**ACTIVITY**:
Please set the lines down again exactly, from the top of the entries through the line that contains "position:absolute; left:36px; bottom:30px;".

**Items from a data source**:
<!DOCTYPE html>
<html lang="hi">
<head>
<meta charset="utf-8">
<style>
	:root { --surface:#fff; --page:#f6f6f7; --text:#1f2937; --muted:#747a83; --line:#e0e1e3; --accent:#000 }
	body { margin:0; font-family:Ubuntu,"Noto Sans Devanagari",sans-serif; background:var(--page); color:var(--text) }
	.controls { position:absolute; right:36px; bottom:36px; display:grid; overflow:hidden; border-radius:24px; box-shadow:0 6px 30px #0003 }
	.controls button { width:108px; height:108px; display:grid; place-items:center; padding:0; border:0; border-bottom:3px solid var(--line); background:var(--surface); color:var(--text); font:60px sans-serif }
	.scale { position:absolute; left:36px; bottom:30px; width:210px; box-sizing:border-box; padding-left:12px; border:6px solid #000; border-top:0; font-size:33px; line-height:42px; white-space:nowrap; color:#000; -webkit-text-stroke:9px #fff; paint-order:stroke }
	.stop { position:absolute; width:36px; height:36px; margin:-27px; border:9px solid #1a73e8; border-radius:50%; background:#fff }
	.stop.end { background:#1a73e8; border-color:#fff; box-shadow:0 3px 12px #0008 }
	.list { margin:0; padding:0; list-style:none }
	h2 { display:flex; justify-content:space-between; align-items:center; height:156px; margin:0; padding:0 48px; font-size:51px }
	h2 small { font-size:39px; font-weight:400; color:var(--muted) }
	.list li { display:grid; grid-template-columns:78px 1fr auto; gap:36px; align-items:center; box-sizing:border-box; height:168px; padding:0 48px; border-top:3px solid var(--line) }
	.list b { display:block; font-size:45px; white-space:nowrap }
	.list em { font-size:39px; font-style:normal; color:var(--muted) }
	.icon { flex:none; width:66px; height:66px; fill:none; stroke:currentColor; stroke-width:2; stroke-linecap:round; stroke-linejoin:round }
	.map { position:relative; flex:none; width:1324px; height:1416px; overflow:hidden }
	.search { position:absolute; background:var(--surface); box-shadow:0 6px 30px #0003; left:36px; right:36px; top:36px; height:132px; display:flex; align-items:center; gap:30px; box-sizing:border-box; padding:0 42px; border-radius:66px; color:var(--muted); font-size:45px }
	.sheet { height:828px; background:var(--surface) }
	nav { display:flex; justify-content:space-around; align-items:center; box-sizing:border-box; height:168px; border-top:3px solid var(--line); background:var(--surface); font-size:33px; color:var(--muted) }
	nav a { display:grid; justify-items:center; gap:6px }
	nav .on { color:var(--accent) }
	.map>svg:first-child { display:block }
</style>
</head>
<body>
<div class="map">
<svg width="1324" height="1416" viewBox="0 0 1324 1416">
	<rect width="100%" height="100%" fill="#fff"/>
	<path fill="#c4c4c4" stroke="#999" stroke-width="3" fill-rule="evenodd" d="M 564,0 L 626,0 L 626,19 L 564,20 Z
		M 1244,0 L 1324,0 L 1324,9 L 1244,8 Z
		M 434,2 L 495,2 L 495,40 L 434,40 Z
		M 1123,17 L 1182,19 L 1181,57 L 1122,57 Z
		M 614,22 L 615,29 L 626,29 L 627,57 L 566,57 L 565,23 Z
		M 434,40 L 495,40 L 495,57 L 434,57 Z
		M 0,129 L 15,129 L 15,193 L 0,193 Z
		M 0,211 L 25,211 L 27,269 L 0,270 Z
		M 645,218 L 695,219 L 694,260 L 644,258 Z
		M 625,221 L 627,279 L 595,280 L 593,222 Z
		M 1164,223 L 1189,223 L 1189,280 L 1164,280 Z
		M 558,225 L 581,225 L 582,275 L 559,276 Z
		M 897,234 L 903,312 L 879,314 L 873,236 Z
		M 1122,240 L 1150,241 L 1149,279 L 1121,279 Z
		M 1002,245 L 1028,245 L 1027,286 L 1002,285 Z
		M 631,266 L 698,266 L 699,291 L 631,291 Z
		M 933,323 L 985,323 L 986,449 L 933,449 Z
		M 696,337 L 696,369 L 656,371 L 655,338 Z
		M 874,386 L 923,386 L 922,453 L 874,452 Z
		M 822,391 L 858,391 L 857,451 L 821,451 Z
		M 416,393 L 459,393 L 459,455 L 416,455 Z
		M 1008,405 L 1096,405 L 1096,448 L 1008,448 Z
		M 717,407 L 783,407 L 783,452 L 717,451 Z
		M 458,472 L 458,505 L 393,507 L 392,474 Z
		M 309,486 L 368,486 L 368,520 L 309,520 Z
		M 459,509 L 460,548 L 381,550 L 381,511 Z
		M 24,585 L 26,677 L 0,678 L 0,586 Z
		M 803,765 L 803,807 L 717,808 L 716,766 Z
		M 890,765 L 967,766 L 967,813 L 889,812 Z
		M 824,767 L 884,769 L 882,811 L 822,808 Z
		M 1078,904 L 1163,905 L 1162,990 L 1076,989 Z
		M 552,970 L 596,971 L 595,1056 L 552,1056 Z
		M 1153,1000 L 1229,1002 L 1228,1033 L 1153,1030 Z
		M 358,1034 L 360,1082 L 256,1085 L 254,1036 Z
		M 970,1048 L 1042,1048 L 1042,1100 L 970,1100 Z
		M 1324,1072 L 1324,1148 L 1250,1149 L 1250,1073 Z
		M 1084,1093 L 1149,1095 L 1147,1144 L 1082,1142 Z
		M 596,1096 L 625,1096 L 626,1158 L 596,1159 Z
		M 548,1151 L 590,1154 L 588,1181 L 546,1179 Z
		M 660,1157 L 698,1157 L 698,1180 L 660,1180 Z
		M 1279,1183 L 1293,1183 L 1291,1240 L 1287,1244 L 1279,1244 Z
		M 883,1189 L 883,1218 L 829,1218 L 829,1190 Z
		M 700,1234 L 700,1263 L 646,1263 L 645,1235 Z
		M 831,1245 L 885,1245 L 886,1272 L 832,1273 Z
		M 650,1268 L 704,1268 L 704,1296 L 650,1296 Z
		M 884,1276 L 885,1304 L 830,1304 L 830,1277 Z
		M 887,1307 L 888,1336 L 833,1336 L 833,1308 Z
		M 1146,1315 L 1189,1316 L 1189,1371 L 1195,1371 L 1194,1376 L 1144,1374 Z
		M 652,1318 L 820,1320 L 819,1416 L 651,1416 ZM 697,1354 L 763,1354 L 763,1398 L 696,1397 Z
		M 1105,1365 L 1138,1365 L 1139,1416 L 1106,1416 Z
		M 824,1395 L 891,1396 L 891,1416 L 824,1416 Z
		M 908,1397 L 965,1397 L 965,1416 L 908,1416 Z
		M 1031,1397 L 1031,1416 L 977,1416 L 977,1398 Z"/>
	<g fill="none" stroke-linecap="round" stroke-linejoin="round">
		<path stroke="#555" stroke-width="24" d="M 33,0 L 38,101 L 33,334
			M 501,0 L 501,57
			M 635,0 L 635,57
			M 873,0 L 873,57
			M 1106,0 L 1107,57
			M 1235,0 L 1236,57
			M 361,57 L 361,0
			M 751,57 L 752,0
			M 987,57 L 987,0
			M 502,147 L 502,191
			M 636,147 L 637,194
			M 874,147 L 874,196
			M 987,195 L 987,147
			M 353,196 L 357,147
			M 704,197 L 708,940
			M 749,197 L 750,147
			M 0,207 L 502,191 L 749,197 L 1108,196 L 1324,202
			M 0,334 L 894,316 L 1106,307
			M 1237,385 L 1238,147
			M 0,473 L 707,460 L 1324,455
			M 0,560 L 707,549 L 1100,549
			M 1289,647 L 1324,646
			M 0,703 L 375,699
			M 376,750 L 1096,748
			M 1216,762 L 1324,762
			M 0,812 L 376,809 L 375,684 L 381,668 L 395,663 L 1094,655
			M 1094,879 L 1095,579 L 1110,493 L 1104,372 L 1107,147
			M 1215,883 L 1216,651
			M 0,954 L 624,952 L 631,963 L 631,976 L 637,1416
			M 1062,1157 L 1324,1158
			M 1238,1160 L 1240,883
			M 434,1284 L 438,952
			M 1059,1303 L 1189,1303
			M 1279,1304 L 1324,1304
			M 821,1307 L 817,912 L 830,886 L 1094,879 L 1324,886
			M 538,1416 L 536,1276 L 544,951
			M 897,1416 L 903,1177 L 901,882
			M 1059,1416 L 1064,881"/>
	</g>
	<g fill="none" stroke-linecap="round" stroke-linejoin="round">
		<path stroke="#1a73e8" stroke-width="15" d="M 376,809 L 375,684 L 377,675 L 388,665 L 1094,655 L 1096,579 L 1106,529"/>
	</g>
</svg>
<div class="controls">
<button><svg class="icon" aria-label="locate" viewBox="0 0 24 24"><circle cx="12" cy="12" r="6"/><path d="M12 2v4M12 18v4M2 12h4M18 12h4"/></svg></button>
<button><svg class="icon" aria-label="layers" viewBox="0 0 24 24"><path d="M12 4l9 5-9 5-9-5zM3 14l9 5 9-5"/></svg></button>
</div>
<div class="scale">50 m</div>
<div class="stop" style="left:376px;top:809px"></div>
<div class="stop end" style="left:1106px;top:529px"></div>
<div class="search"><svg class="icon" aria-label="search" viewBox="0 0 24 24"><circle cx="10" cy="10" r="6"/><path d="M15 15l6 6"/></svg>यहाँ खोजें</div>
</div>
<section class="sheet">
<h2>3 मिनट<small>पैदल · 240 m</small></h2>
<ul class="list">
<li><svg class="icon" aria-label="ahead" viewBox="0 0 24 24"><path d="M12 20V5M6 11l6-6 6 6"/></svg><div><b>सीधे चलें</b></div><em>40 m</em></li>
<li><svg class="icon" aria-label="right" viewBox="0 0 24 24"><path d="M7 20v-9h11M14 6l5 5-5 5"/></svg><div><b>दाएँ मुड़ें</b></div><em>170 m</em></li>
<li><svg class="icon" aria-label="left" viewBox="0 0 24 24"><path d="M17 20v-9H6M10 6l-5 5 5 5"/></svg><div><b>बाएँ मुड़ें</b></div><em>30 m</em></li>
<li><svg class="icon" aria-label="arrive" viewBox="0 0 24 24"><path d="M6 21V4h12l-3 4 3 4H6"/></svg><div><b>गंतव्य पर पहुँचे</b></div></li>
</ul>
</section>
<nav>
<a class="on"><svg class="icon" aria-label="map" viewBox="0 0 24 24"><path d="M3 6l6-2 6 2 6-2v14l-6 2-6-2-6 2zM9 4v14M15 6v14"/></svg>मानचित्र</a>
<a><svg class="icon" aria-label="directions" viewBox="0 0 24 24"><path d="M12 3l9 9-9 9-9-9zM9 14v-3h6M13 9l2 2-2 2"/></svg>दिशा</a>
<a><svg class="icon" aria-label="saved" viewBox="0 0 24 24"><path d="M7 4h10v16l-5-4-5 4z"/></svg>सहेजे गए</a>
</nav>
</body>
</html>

**COMPLETED TASK**:
<!DOCTYPE html>
<html lang="hi">
<head>
<meta charset="utf-8">
<style>
	:root { --surface:#fff; --page:#f6f6f7; --text:#1f2937; --muted:#747a83; --line:#e0e1e3; --accent:#000 }
	body { margin:0; font-family:Ubuntu,"Noto Sans Devanagari",sans-serif; background:var(--page); color:var(--text) }
	.controls { position:absolute; right:36px; bottom:36px; display:grid; overflow:hidden; border-radius:24px; box-shadow:0 6px 30px #0003 }
	.controls button { width:108px; height:108px; display:grid; place-items:center; padding:0; border:0; border-bottom:3px solid var(--line); background:var(--surface); color:var(--text); font:60px sans-serif }
	.scale { position:absolute; left:36px; bottom:30px; width:210px; box-sizing:border-box; padding-left:12px; border:6px solid #000; border-top:0; font-size:33px; line-height:42px; white-space:nowrap; color:#000; -webkit-text-stroke:9px #fff; paint-order:stroke }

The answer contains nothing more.